#### Supplied material:
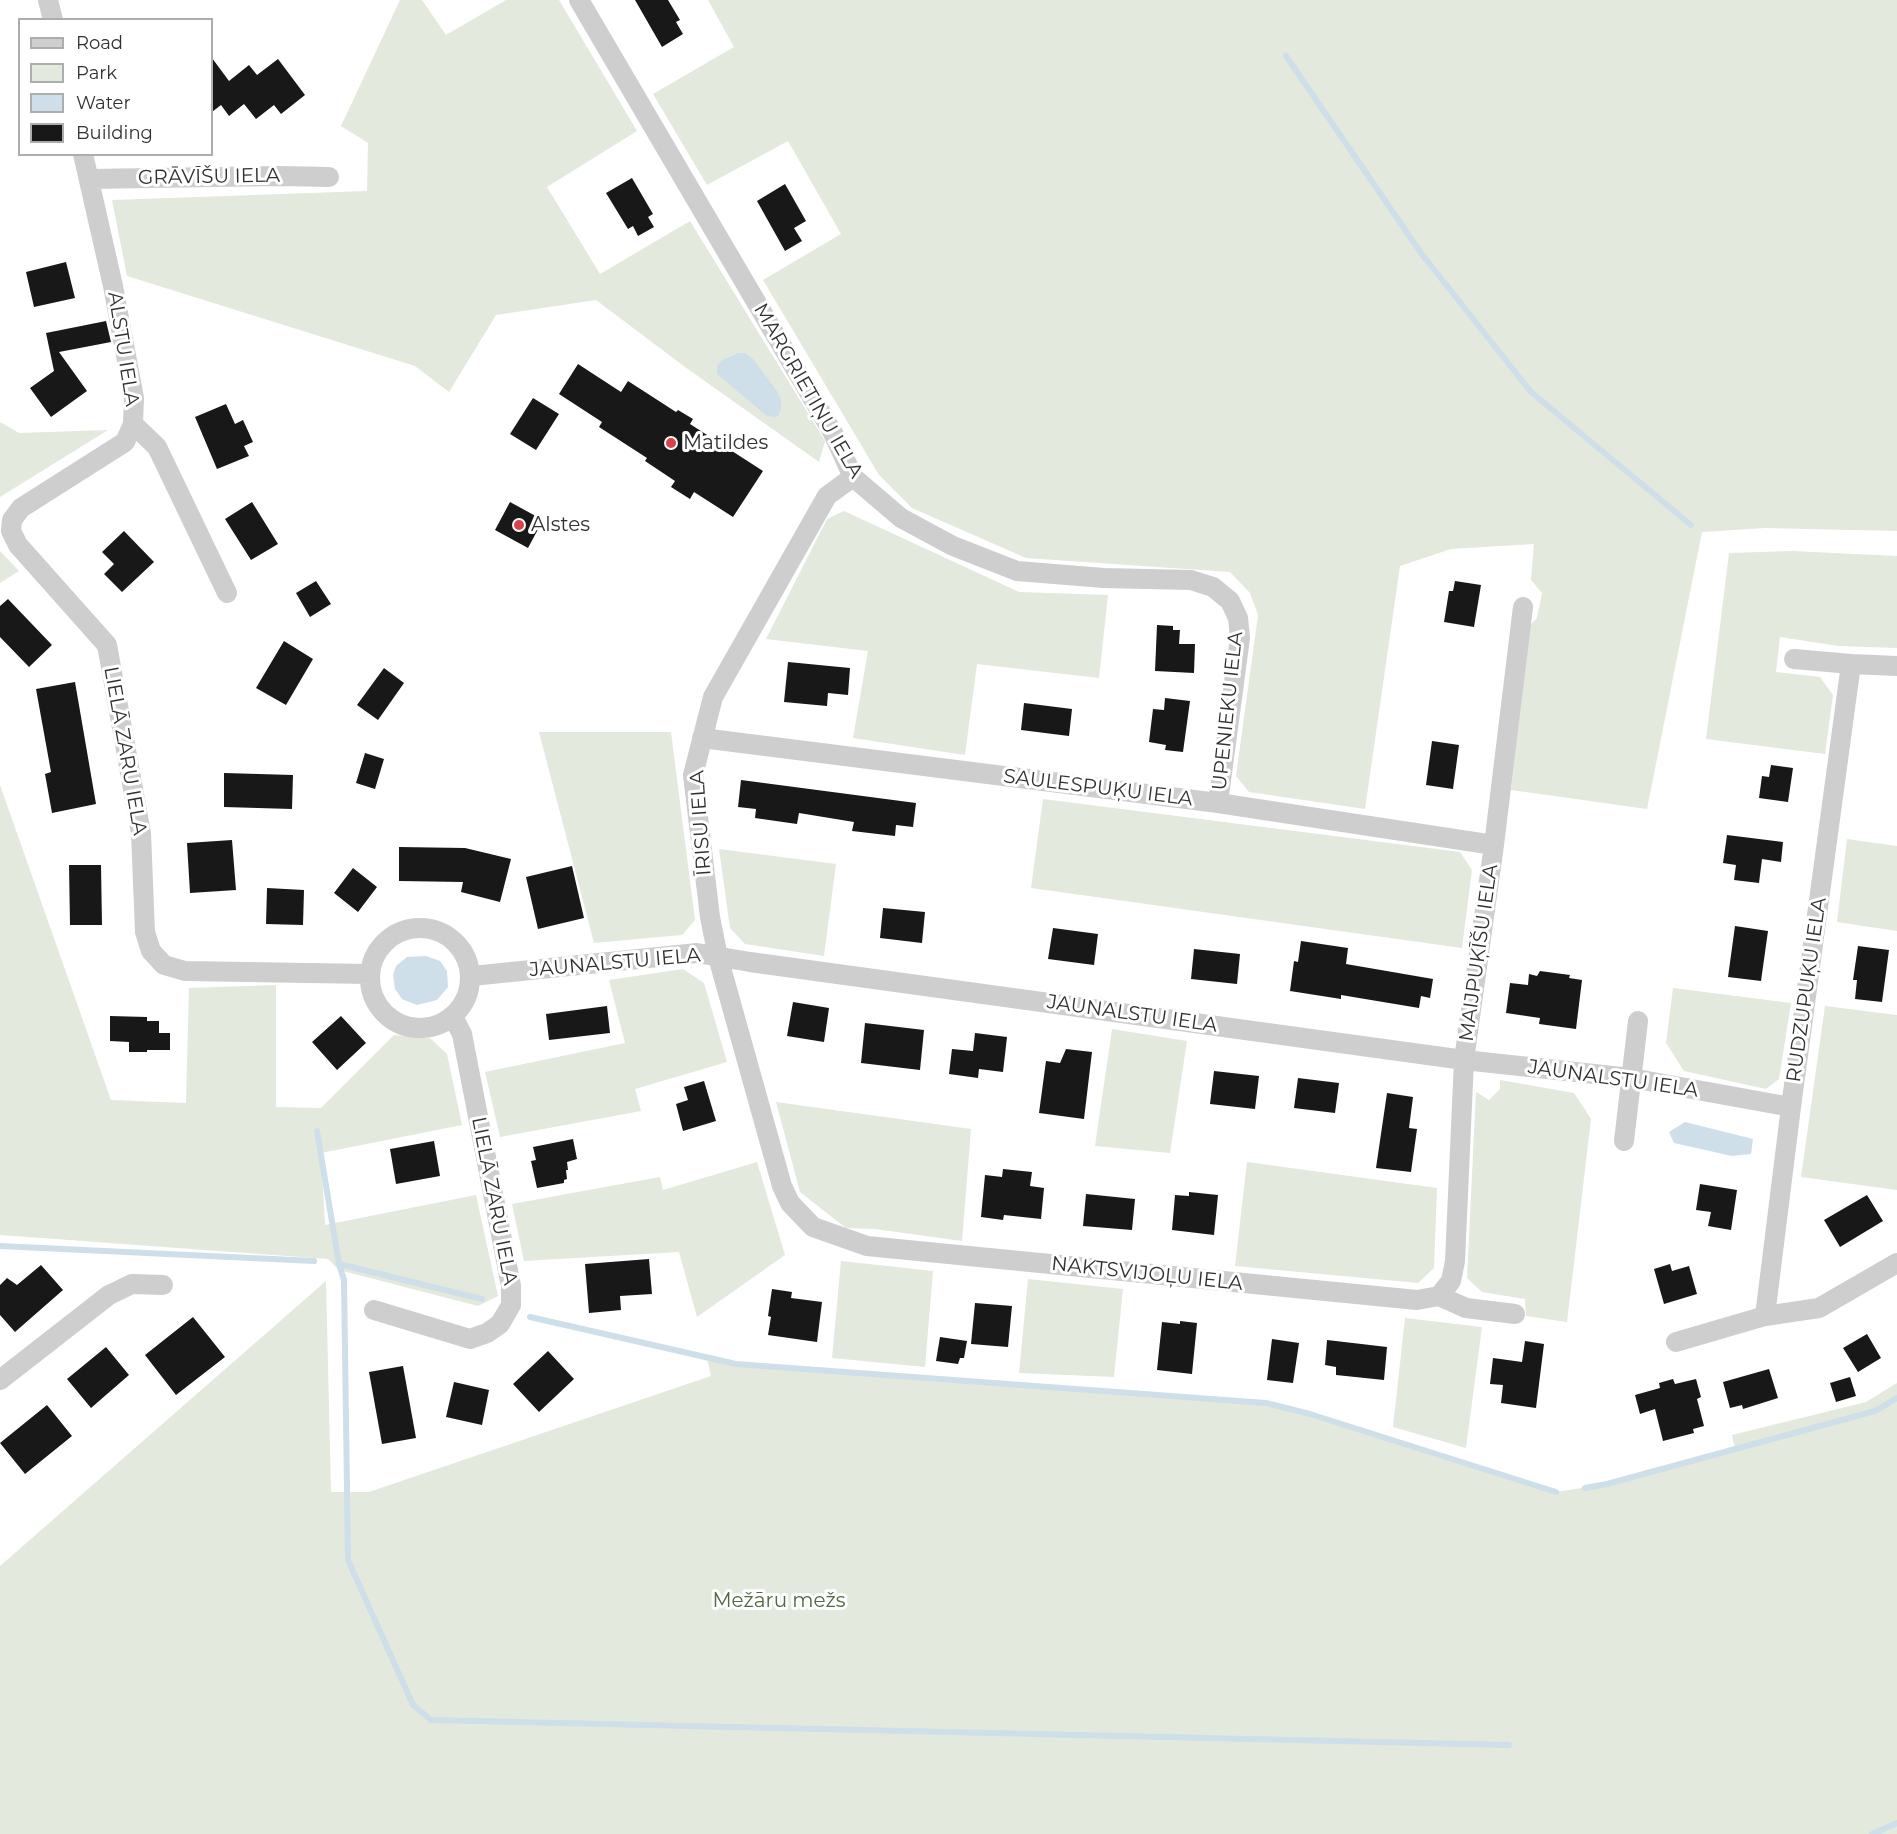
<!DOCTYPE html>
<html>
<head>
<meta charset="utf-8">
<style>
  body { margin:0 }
  #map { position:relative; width:1897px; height:1834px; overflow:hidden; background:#fff; font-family:Montserrat,sans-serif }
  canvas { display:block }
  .legend { position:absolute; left:18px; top:18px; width:195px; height:138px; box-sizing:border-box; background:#fff; border:2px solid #adadad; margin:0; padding:8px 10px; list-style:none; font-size:18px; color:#313131 }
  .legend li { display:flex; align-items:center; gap:12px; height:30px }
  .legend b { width:30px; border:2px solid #adadad }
</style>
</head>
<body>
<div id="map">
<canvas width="1897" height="1834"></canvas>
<ul class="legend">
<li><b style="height:8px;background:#cecece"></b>Road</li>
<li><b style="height:16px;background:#e3e9dd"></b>Park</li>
<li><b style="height:16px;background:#cedfea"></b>Water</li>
<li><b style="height:16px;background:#181818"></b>Building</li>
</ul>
</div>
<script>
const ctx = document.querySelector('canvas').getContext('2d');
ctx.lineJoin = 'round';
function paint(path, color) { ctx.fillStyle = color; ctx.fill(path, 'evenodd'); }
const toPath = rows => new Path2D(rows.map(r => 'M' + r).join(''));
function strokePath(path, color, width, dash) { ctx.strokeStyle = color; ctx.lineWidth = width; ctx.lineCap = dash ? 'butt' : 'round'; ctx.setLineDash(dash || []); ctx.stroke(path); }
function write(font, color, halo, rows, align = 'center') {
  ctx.font = font + ' Montserrat,sans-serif'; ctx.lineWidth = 6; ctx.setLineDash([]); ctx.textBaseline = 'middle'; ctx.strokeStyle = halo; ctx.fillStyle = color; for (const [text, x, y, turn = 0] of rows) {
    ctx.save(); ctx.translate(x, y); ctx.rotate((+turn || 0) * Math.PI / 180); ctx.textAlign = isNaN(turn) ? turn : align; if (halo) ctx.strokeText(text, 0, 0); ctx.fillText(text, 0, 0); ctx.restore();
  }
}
paint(toPath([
  [400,0,422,0,446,35,506,0,559,0,637,131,547,187,600,274,690,221,825,441,819,462,685,367,596,300,496,315,449,392,415,366,127,276,112,200,367,191,368,143,341,126],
  [708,0,1897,0,1897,531,1765,528,1702,532,1647,809,1511,790,1530,625,1537,618,1542,593,1531,580,1534,544,1451,549,1400,566,1365,809,1249,792,1236,776,1258,615,1250,593,1230,572,1026,558,912,508,879,475,763,280,841,234,788,141,707,185,653,94,734,47],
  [0,422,19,433,108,430,0,497],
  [844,511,1019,592,1108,595,1099,678,977,664,965,755,853,738,868,651,766,639,827,519],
  [0,551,19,571,0,583],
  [1792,551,1897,556,1897,648,1839,646,1780,637,1776,672,1820,677,1833,695,1825,754,1706,739,1729,553],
  [539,732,671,732,695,920,682,935,594,943],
  [0,785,111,1100,186,1103,189,988,276,985,276,1107,321,1108,394,1035,430,1038,447,1054,462,1125,321,1153,325,1225,476,1195,498,1296,478,1306,339,1270,328,1259,0,1235],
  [1043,799,1460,852,1472,870,1462,948,1031,888],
  [1847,839,1897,846,1897,931,1837,922],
  [719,849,836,864,824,956,745,944,730,928],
  [683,969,704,983,727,1062,635,1089,641,1111,500,1137,485,1072,625,1043,609,980],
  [1673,988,1791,1003,1779,1079,1766,1089,1684,1071,1666,1043],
  [1825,1006,1897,1015,1897,1190,1801,1177],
  [1112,1029,1187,1041,1170,1153,1095,1146],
  [1500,1080,1574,1093,1591,1119,1567,1322,1526,1316,1525,1299,1482,1292,1467,1278,1476,1092,1489,1100,1500,1089],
  [776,1102,971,1129,962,1241,875,1229,846,1228,800,1192],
  [757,1162,785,1255,697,1317,679,1252,524,1261,512,1204,660,1177,663,1190],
  [1247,1162,1437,1188,1434,1268,1418,1283,1235,1266],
  [841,1261,933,1271,925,1367,832,1358],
  [1028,1279,1123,1289,1114,1377,1019,1373],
  [326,1281,331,1492,369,1492,711,1376,707,1358,736,1364,1266,1403,1310,1414,1556,1492,1607,1484,1735,1449,1732,1435,1866,1402,1897,1383,1897,1834,0,1834,0,1566],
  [1405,1318,1482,1327,1466,1448,1393,1427]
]), '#e3e9dd');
paint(toPath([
  [738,353,745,353,753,359,777,391,781,400,781,409,778,416,775,417,767,416,717,374,717,366,721,361],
  [426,956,440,961,447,971,448,987,437,1000,417,1005,402,999,395,989,393,975,396,966,407,957],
  [1685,1122,1753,1139,1751,1154,1732,1156,1674,1143,1669,1132]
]), '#cedfea');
strokePath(toPath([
  [1286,56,1421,253,1531,392,1691,525],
  [317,1131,339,1264,344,1280,348,1560,413,1705,431,1720,1509,1745],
  [0,1246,314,1261],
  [339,1264,482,1299],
  [530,1317,736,1364,1266,1403,1310,1414,1556,1492],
  [1585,1488,1607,1484,1875,1411,1897,1398],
  [1872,1834,1897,1823]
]), '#cedfea', 6);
paint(toPath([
  [635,0,668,0,680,20,676,22,683,34,662,47],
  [212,58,229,81,249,65,257,75,278,59,305,95,281,114,274,105,256,119,244,104,229,116,221,105,212,112],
  [632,178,653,214,648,217,654,227,638,236,633,226,628,229,606,193],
  [785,184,806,221,794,228,802,241,785,251,757,201],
  [66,262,75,298,34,307,26,272],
  [106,321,111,342,59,352,87,391,51,417,30,388,54,371,46,333],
  [578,364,621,392,628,381,676,412,678,410,693,419,690,424,763,471,733,517,694,492,690,499,671,487,675,481,645,461,647,458,599,427,602,422,559,394],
  [533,398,559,414,536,450,510,434],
  [226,404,235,424,243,420,253,442,244,446,249,456,217,469,195,417],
  [252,502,278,544,251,560,225,519],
  [510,502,543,520,528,548,495,530],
  [124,531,154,562,122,592,104,574,114,564,102,552],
  [316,581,331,604,310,617,296,593],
  [1455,581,1481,585,1474,627,1444,622,1449,591,1453,591],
  [8,599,52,645,29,667,0,637,0,606],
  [1157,625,1173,626,1173,630,1180,630,1179,644,1195,644,1194,673,1155,671],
  [284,641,313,659,286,705,256,688],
  [788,662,850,668,848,695,828,693,827,706,784,702],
  [384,668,404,683,378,720,357,705],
  [75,682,96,804,52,813,45,774,51,772,36,689],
  [1165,698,1190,701,1183,752,1165,750,1166,745,1149,742,1153,709,1164,710],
  [1024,703,1072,709,1069,736,1021,730],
  [1432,741,1459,745,1453,789,1426,785],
  [365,753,384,759,375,789,356,783],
  [1771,765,1793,768,1788,802,1759,798,1762,776,1769,777],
  [224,773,293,775,292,809,224,807],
  [741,780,916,803,913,827,896,825,895,836,852,831,854,822,799,813,797,824,755,818,756,809,738,807],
  [1727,835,1783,842,1781,862,1762,859,1759,883,1734,880,1736,865,1723,863],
  [232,840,236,890,190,893,187,843],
  [399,847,465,848,511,859,500,902,461,892,463,882,399,881],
  [69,865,101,865,102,925,70,925],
  [572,866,584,918,538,929,526,877],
  [353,868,377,887,358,912,334,893],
  [267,888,304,890,303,925,266,924],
  [883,908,925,912,922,943,880,938],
  [1735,926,1768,931,1761,981,1728,977],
  [1053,928,1098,934,1094,965,1048,959],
  [1301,941,1348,948,1346,964,1433,979,1430,998,1421,996,1419,1008,1341,995,1341,999,1290,991,1294,961,1298,962],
  [1858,946,1889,950,1882,1002,1855,999,1857,980,1853,980],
  [1194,949,1240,954,1237,984,1191,979],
  [1540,971,1570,975,1569,978,1582,980,1576,1029,1539,1024,1540,1018,1506,1013,1510,983,1528,985,1529,974,1537,976],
  [793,1002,829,1008,824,1042,787,1036],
  [607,1006,610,1033,549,1040,546,1014],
  [110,1016,147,1017,147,1021,159,1021,159,1033,170,1033,170,1050,147,1050,147,1052,129,1052,129,1042,110,1041],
  [341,1016,366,1043,337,1070,312,1042],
  [865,1023,924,1030,920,1070,861,1063],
  [975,1033,1007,1037,1003,1072,979,1069,978,1078,949,1074,952,1049,973,1051],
  [1066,1049,1092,1052,1084,1119,1039,1113,1046,1061,1060,1063],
  [1214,1071,1259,1076,1255,1109,1210,1104],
  [1298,1078,1339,1083,1335,1113,1294,1108],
  [704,1081,716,1121,683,1131,676,1104,688,1100,684,1087],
  [1387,1093,1413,1097,1409,1128,1417,1129,1411,1172,1376,1168],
  [573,1139,577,1159,567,1162,568,1170,566,1170,567,1179,564,1180,564,1183,537,1188,531,1161,536,1160,533,1147],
  [434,1141,440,1176,396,1184,390,1149],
  [1003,1169,1032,1172,1030,1186,1044,1188,1041,1219,1004,1215,1003,1220,981,1217,985,1175,1002,1177],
  [1700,1184,1737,1190,1731,1230,1708,1226,1711,1212,1696,1210],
  [1189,1192,1218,1195,1214,1235,1172,1230,1175,1195,1189,1196],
  [1086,1194,1135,1199,1132,1230,1083,1226],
  [1867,1195,1883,1221,1840,1247,1824,1220],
  [649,1259,652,1294,620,1296,621,1310,589,1313,585,1264],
  [1670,1264,1672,1271,1689,1266,1697,1294,1664,1304,1654,1269],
  [41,1265,63,1290,15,1332,0,1315,0,1285,7,1278,17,1285],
  [772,1289,792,1292,791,1298,822,1302,817,1342,768,1335,771,1317,768,1316],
  [975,1303,1012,1306,1008,1347,971,1344],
  [193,1317,225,1357,176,1395,145,1355],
  [1180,1321,1197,1323,1192,1374,1157,1370,1162,1322,1180,1324],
  [1867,1334,1881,1358,1858,1372,1843,1348],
  [940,1337,967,1341,964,1358,960,1358,958,1364,936,1361],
  [1272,1339,1299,1343,1293,1383,1267,1380],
  [1327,1340,1387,1347,1384,1380,1336,1375,1336,1367,1325,1365],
  [1525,1341,1544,1344,1536,1408,1501,1403,1503,1385,1490,1384,1493,1358,1522,1362],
  [106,1347,129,1375,91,1408,67,1379],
  [548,1351,574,1379,539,1412,513,1384],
  [403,1366,416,1438,382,1444,369,1372],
  [1769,1369,1778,1398,1743,1409,1742,1405,1730,1408,1723,1382],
  [1850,1377,1856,1396,1836,1402,1830,1383],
  [1673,1379,1675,1384,1696,1379,1701,1397,1697,1399,1704,1426,1693,1429,1694,1433,1663,1441,1655,1409,1640,1414,1635,1395,1660,1388,1659,1383],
  [454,1382,489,1390,482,1425,446,1417],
  [47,1405,72,1436,25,1474,0,1443]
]), '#181818');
strokePath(toPath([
  [48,0,53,20],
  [579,0,833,433,853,477,901,518,953,546,1017,571,1104,578,1191,580,1213,587,1230,601,1238,618,1240,638,1218,803],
  [83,154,113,286,134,398,133,424,125,442,21,508,12,520,11,531,18,545,107,645,141,833,145,932,151,951,164,965,185,971,369,974],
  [89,179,280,176,329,177],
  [133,424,157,447,227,593],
  [853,477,827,496,713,697,693,775,710,917,718,957,782,1186,790,1203,813,1227,867,1246,1417,1300,1439,1296,1466,1308,1515,1314],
  [1794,659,1851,664],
  [702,738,1218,803,1494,845],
  '370 978a50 50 0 1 1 100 0a50 50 0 1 1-100 0Z',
  [472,976,697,953,750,962,1464,1060,1631,1078,1791,1107],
  [1624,1141,1638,1021],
  [1439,1296,1451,1281,1455,1261,1464,1060,1494,845,1523,607],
  [374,1310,470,1339,487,1333,500,1324,511,1305,511,1286,462,1034,453,1017],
  [1765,1316,1791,1107,1851,664,1897,666],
  [1676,1342,1765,1316,1819,1308,1897,1263],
  [0,1380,109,1295,132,1284,163,1285]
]), '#cecece', 20);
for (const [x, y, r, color] of [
  [671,443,6,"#d8424b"],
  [519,525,6,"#d8424b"]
]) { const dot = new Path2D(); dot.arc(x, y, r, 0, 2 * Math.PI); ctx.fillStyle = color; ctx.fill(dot); strokePath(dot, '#fff', 2); }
write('20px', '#313131', '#fff', [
  ["GRĀVĪŠU IELA",209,177,-1],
  ["ALSTU IELA",123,349,81],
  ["MARGRIETIŅU IELA",808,391,60],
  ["UPENIEKU IELA",1228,711,-84],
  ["LIELĀ ZARU IELA",125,751,80],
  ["SAULESPUĶU IELA",1098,788,7],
  ["ĪRISU IELA",701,823,-94],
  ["MAIJPUĶĪŠU IELA",1479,953,-82],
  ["JAUNALSTU IELA",615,963,-5],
  ["RUDZUPUĶU IELA",1807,990,-82],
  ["JAUNALSTU IELA",1132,1014,8],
  ["JAUNALSTU IELA",1613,1079,8],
  ["LIELĀ ZARU IELA",494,1201,79],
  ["NAKTSVIJOĻU IELA",1147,1274,6]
]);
write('20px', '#313131', '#fff', [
  ["Matildes",683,443],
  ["Alstes",531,525]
], 'left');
write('20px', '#536941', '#fff', [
  ["Mežāru mežs",779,1601]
]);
</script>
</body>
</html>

#### What you should do:
Reproduce verbatim the opening line of the material and every line after it, up to and including the line with "const toPath = rows", but no pictures.

#### Answer:
<!DOCTYPE html>
<html>
<head>
<meta charset="utf-8">
<style>
  body { margin:0 }
  #map { position:relative; width:1897px; height:1834px; overflow:hidden; background:#fff; font-family:Montserrat,sans-serif }
  canvas { display:block }
  .legend { position:absolute; left:18px; top:18px; width:195px; height:138px; box-sizing:border-box; background:#fff; border:2px solid #adadad; margin:0; padding:8px 10px; list-style:none; font-size:18px; color:#313131 }
  .legend li { display:flex; align-items:center; gap:12px; height:30px }
  .legend b { width:30px; border:2px solid #adadad }
</style>
</head>
<body>
<div id="map">
<canvas width="1897" height="1834"></canvas>
<ul class="legend">
<li><b style="height:8px;background:#cecece"></b>Road</li>
<li><b style="height:16px;background:#e3e9dd"></b>Park</li>
<li><b style="height:16px;background:#cedfea"></b>Water</li>
<li><b style="height:16px;background:#181818"></b>Building</li>
</ul>
</div>
<script>
const ctx = document.querySelector('canvas').getContext('2d');
ctx.lineJoin = 'round';
function paint(path, color) { ctx.fillStyle = color; ctx.fill(path, 'evenodd'); }
const toPath = rows => new Path2D(rows.map(r => 'M' + r).join(''));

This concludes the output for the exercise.